Eucharist in a Catholic Church


Eucharist lit. "thanksgiving" here specified to Holy Communion or a Body as well as Blood of Christ, which is consumed during the Catholic Mass or Eucharistic Celebration. "At the Last Supper, on the night he was betrayed, our Savior instituted the Eucharistic sacrifice of his Body and Blood, ... a memorial of his death and resurrection: a sacrament of love, aof unity, a bond of charity, a Paschal banquet 'in which Christ is consumed, the mind is filled with grace, and a pledge of future glory is assumption to us.'" As such, Eucharist is "an action of thanksgiving to God" derived from "the Jewish blessings that proclaim – particularly during a meal – God's works: creation, redemption, and sanctification."

species consecrated sacramental bread and wine . Consecrated hosts are kept in a tabernacle after Mass, so that the Blessed Sacrament can be brought to the sick and dying external the time of Mass. This allowed possible also the practice of eucharistic adoration. Because Christ himself is shown in the sacrament of the altar, he is to be honored with the worship of adoration. "To visit the Blessed Sacrament is ... a proof of gratitude, an expression of love,... and a display of adoration toward Christ our Lord."

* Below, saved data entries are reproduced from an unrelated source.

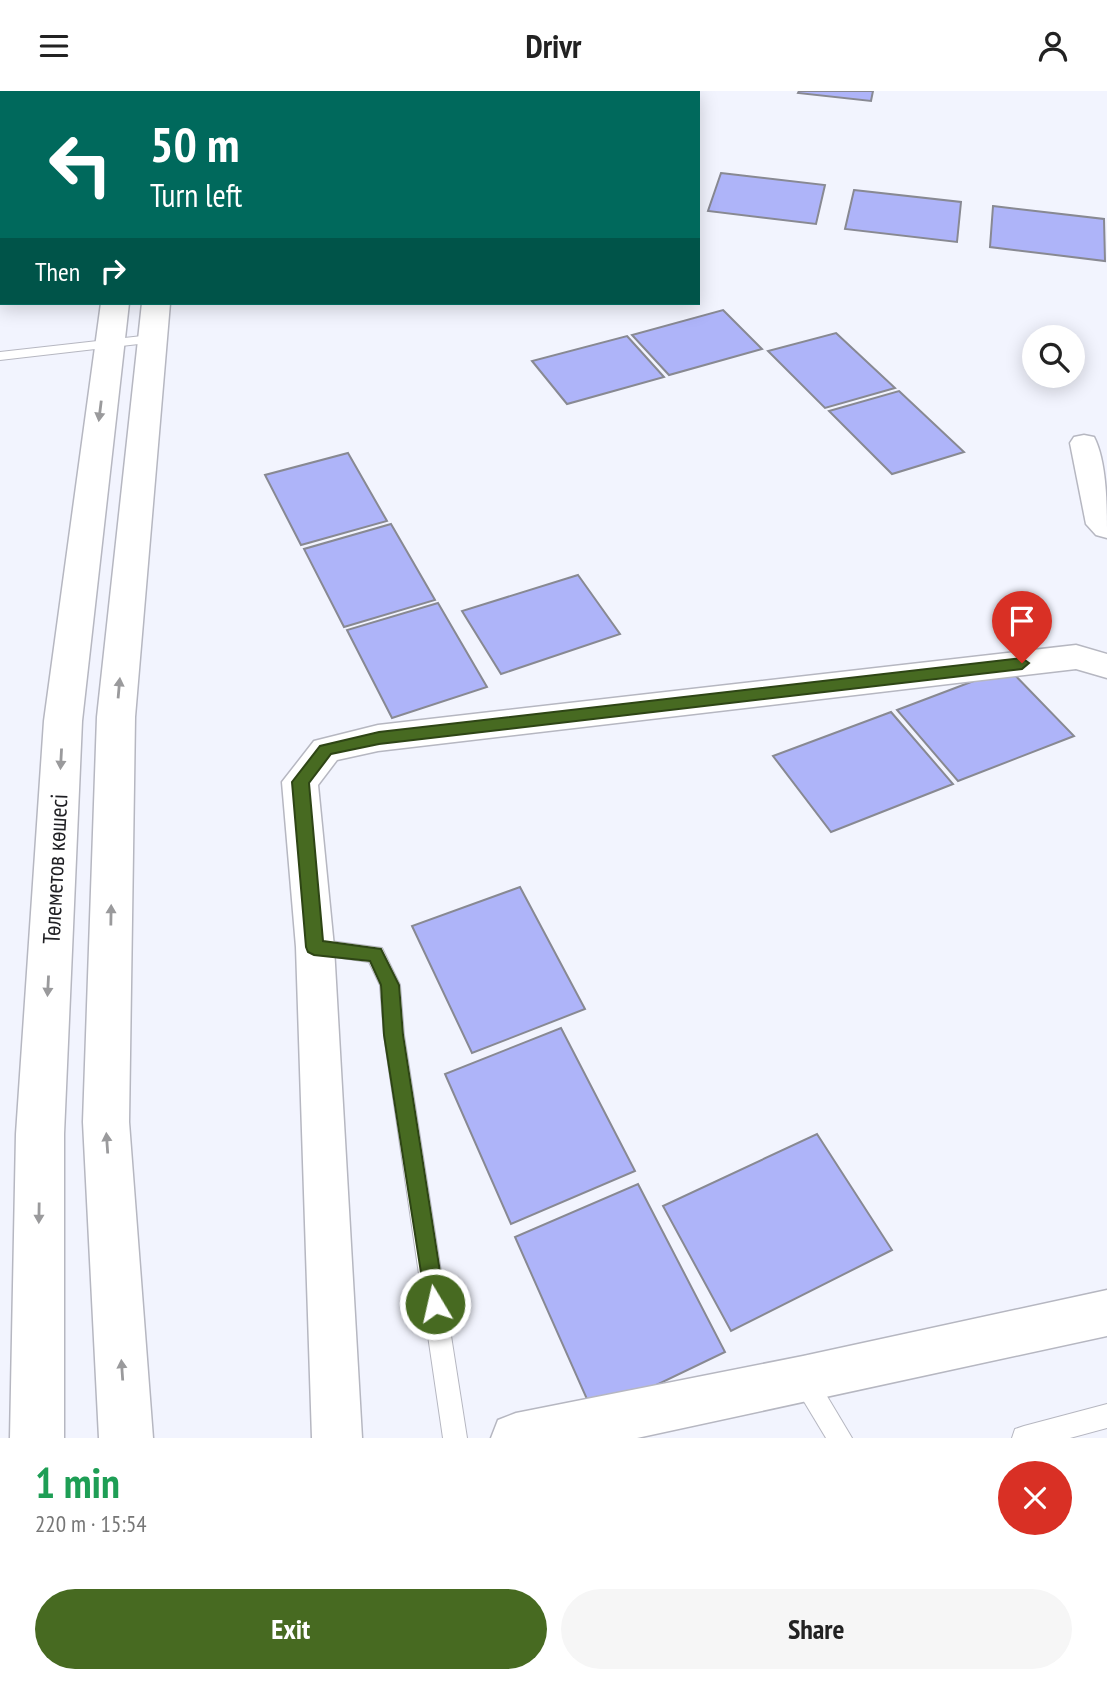 <!DOCTYPE html>
<meta charset="utf-8">
<style>
:root{--surface:#fff;--page:#f6f6f6;--text:#222;--muted:#767676;--accent:#476a21}
body{margin:0;font-family:"PT Sans Narrow",sans-serif;background:var(--page);color:var(--text);height:100vh;display:flex;flex-direction:column;font-size:26px;white-space:nowrap}
*{box-sizing:border-box;margin:0}
p{font-size:23px;color:var(--muted)}
.icon{flex:none;width:38px;height:38px;fill:none;stroke:currentColor;stroke-width:2;stroke-linecap:round;stroke-linejoin:round}
.map{position:relative;height:1347px;overflow:hidden}
.sheet{display:flex;flex-direction:column;background:var(--surface);flex:1}
.sheet>*{flex:none}
.banner{position:absolute;left:0px;top:0px;width:700px;height:214px;box-shadow:0 4px 18px #0003;background:#00695c;color:#fff;overflow:hidden}
.controls{position:absolute;left:1022px;top:234px;display:grid;gap:14px}
.controls a{display:grid;place-items:center;width:63px;height:63px;border-radius:50%;background:var(--surface);box-shadow:0 4px 18px #0003;font-size:35px}
.pin{position:absolute;display:grid;place-items:center;width:60px;height:60px;color:#fff;margin:-72px -30px;border-radius:50% 50% 50% 0;rotate:-45deg;box-shadow:0 0 7px #0007}
.pin .icon{rotate:45deg}
.me{position:absolute;width:77px;margin:-38px;rotate:351deg;stroke-linejoin:round;filter:drop-shadow(0 0 5px #0008)}
.turn{display:flex;align-items:center;gap:24px;height:147px;padding:0 35px;font-size:32px}
.turn .icon{width:91px;height:91px;stroke-width:2.5}
.turn b{display:block;font-size:49px;line-height:60px}
.then{display:flex;align-items:center;height:66px;padding:0 35px;background:#0003;gap:14px;font-size:26px}
.round{display:grid;place-items:center;flex:none;width:74px;height:74px;border-radius:37px;background:var(--page)}
.overview{display:flex;align-items:center;justify-content:space-between;height:119px;padding:0 35px}
h1{font-size:42px;font-weight:700;line-height:52px;color:#1e9e55}
.action{display:flex;gap:14px;margin-top:auto;padding:14px 35px}
.action a{flex:1;height:80px;border-radius:42px;background:var(--accent);color:#fff;font-size:28px;font-weight:700;line-height:80px;text-align:center}
.action a+a{background:var(--page);color:var(--text)}
header{display:flex;justify-content:space-between;align-items:center;height:91px;padding:0 35px;background:var(--surface);font-size:32px;font-weight:700}
.map>svg:first-child{display:block}
.building{fill:#aeb4f9;stroke:#888992;stroke-width:2}
.lines{fill:none;stroke-linecap:round;stroke-linejoin:round}
.service-casing{stroke:#b6b7c1;stroke-width:2}
.minor-casing{stroke:#b6b7c1;stroke-width:3}
.primary-casing{stroke:#b6b7c1;stroke-width:3}
.service{fill:#fff;fill-rule:evenodd}
.minor{fill:#fff;fill-rule:evenodd}
.primary{fill:#fff;fill-rule:evenodd}
.oneway{fill:#9a9a9c}
.route{fill:#476a21;stroke:#2e4515;stroke-width:2}
.labels{text-anchor:middle;dominant-baseline:central;stroke-width:5;stroke-linejoin:round;paint-order:stroke}
.street-label{font-size:24px;fill:#1f1f23;stroke:#fff}
</style>
<header><svg class="icon" aria-label="menu" viewBox="0 0 24 24"><path d="M4 6h16M4 12h16M4 18h16"/></svg>Drivr<svg class="icon" aria-label="person" viewBox="0 0 24 24"><circle cx="12" cy="8" r="4"/><path d="M4 21q1-7 8-7t8 7"/></svg></header>
<div class="map">
<svg width="1107" height="1347" viewBox="0 0 1107 1347">
<rect width="100%" height="100%" fill="#f2f4fe"/>
<g class="building">
<path d="M538 0H616L537 2Z"/>
<path d="M799 0H873L871 10 798 2Z"/>
<path d="M721 82 825 94 816 133 708 120Z"/>
<path d="M854 99 961 111 957 151 845 138Z"/>
<path d="M993 115 1104 128 1105 170 990 156Z"/>
<path d="M723 219 762 258 669 284 632 244Z"/>
<path d="M836 242 895 297 825 317 768 260Z"/>
<path d="M627 245 664 286 567 313 532 270Z"/>
<path d="M899 300 964 361 892 383 829 320Z"/>
<path d="M348 362 387 430 301 454 265 384Z"/>
<path d="M391 433 435 509 344 536 304 458Z"/>
<path d="M578 484 620 543 501 583 462 520Z"/>
<path d="M438 512 487 596 392 627 347 539Z"/>
<path d="M1008 577 1074 645 958 690 897 619Z"/>
<path d="M891 621 953 693 831 741 773 665Z"/>
<path d="M520 796 585 918 472 962 412 835Z"/>
<path d="M561 937 635 1080 511 1133 445 983Z"/>
<path d="M817 1043 892 1159 731 1240 663 1115Z"/>
<path d="M638 1093 725 1261 594 1324 515 1146Z"/>
</g>
<g class="lines">
<defs>
<g id="service">
<path d="M355 0H366L354 2Z"/>
<path d="M151 244 157 248 156 251 0 269V261Z"/>
<path d="M315 848 382 857 400 894 404 944 467 1347H443L384 944 380 894 369 871 308 862 305 856 308 850Z"/>
<path d="M803 1277 812 1280 852 1347H826L791 1289 794 1280Z"/>
<path d="M1107 1313V1337L1070 1347H1012L1015 1338 1024 1335Z"/>
</g>
<g id="minor">
<path d="M1084 344 1094 346C1107 371 1107 417 1107 447L1096 444 1086 433 1070 352 1074 346Z"/>
<path d="M1076 554 1107 563V587L1076 578 378 660 337 669 318 694 334 856 362 1347H312L296 856 282 691 314 650 378 634Z"/>
<path d="M1107 1199V1245L637 1347H491L498 1329 516 1322 803 1265Z"/>
</g>
<g id="primary">
<rect x="138" y="0" width="22" height="2"/>
<path d="M176 0H198L175 2Z"/>
<path d="M221 0H245L220 2Z"/>
<path d="M101 212H129L82 630 64 1043V1347H10L16 1043 44 630Z"/>
<path d="M142 212H170L135 626 129 1031 153 1347H99L83 1031 97 626Z"/>
</g>
</defs>
<use href="#service" class="service-casing"/>
<use href="#minor" class="minor-casing"/>
<use href="#primary" class="primary-casing"/>
<use href="#service" class="service"/>
<use href="#minor" class="minor"/>
<use href="#primary" class="primary"/>
</g>
<defs><path id="oneway-solid" d="M-6-.8H1V-3.2L6.5 0L1 3.2V.8H-6Z" transform="scale(1.75)"/></defs>
<g class="oneway">
<use href="#oneway-solid" transform="translate(100 320) rotate(97)"/>
<use href="#oneway-solid" transform="translate(119 597) rotate(-85)"/>
<use href="#oneway-solid" transform="translate(61 668) rotate(93)"/>
<use href="#oneway-solid" transform="translate(111 824) rotate(-89)"/>
<use href="#oneway-solid" transform="translate(48 895) rotate(93)"/>
<use href="#oneway-solid" transform="translate(107 1052) rotate(-94)"/>
<use href="#oneway-solid" transform="translate(39 1122) rotate(91)"/>
<use href="#oneway-solid" transform="translate(122 1279) rotate(-94)"/>
</g>
<path class="route" d="M1022 567 1029 572 1022 578 379 653 331 663 309 692 323 850 381 858 399 894 403 944 445 1213 442 1220 435 1223 427 1220 384 944 381 894 370 870 314 864 308 861 306 856 292 691 320 655 379 641Z"/>
<g class="labels">
<g class="street-label">
<text transform="translate(55 778) rotate(-87)">Төлеметов көшесі</text>
</g>
</g>
</svg>
<div class="controls">
<a><svg class="icon" aria-label="search" viewBox="0 0 24 24"><circle cx="10" cy="10" r="6"/><path d="M15 15l6 6"/></svg></a>
</div>
<div class="pin" style="left:1022px;top:572px;background:#d93025"><svg class="icon" aria-label="arrive" viewBox="0 0 24 24"><path d="M6 21V4h12l-3 4 3 4H6"/></svg></div>
<svg class="me" style="left:435px;top:1213px" viewBox="-20 -20 40 40"><circle r="17" fill="#476a21" stroke="#fff" stroke-width="3"/><path d="M0-11L8 9 0 5-8 9z" fill="#fff"/></svg>
<div class="banner">
<div class="turn"><svg class="icon" aria-label="left" viewBox="0 0 24 24"><path d="M17 20v-9H6M10 6l-5 5 5 5"/></svg><div><b>50 m</b>Turn left</div></div>
<div class="then">Then<svg class="icon" aria-label="right" viewBox="0 0 24 24"><path d="M7 20v-9h11M14 6l5 5-5 5"/></svg></div>
</div>
</div>
<section class="sheet">
<div class="overview"><div><h1>1 min</h1><p>220 m · 15:54</p></div><a class="round" style="background:#d93025;color:#fff"><svg class="icon" aria-label="close" viewBox="0 0 24 24"><path d="M6 6l12 12M18 6L6 18"/></svg></a></div>
<div class="action"><a>Exit</a><a>Share</a></div>
</section>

Old Testament prefigurings


Early medieval block-printed Catholic prayer books or psalters contained many illustrations of pairings of prefigurings of the events of the New Testament in the Old Testament, a name known as biblical typology. In an age when most Christians were illierate, these visual depictions came to be requested as biblia pauperum, or poor man's bibles. The Bible itself was predominantly a liturgical book used at Mass, costly to form andby hand. The custom of praying the Liturgy of the Hours spread to those who could afford the prayer books invited to undertake the textual cycle that mirrored the pastoral seasons of Jewish temple worship.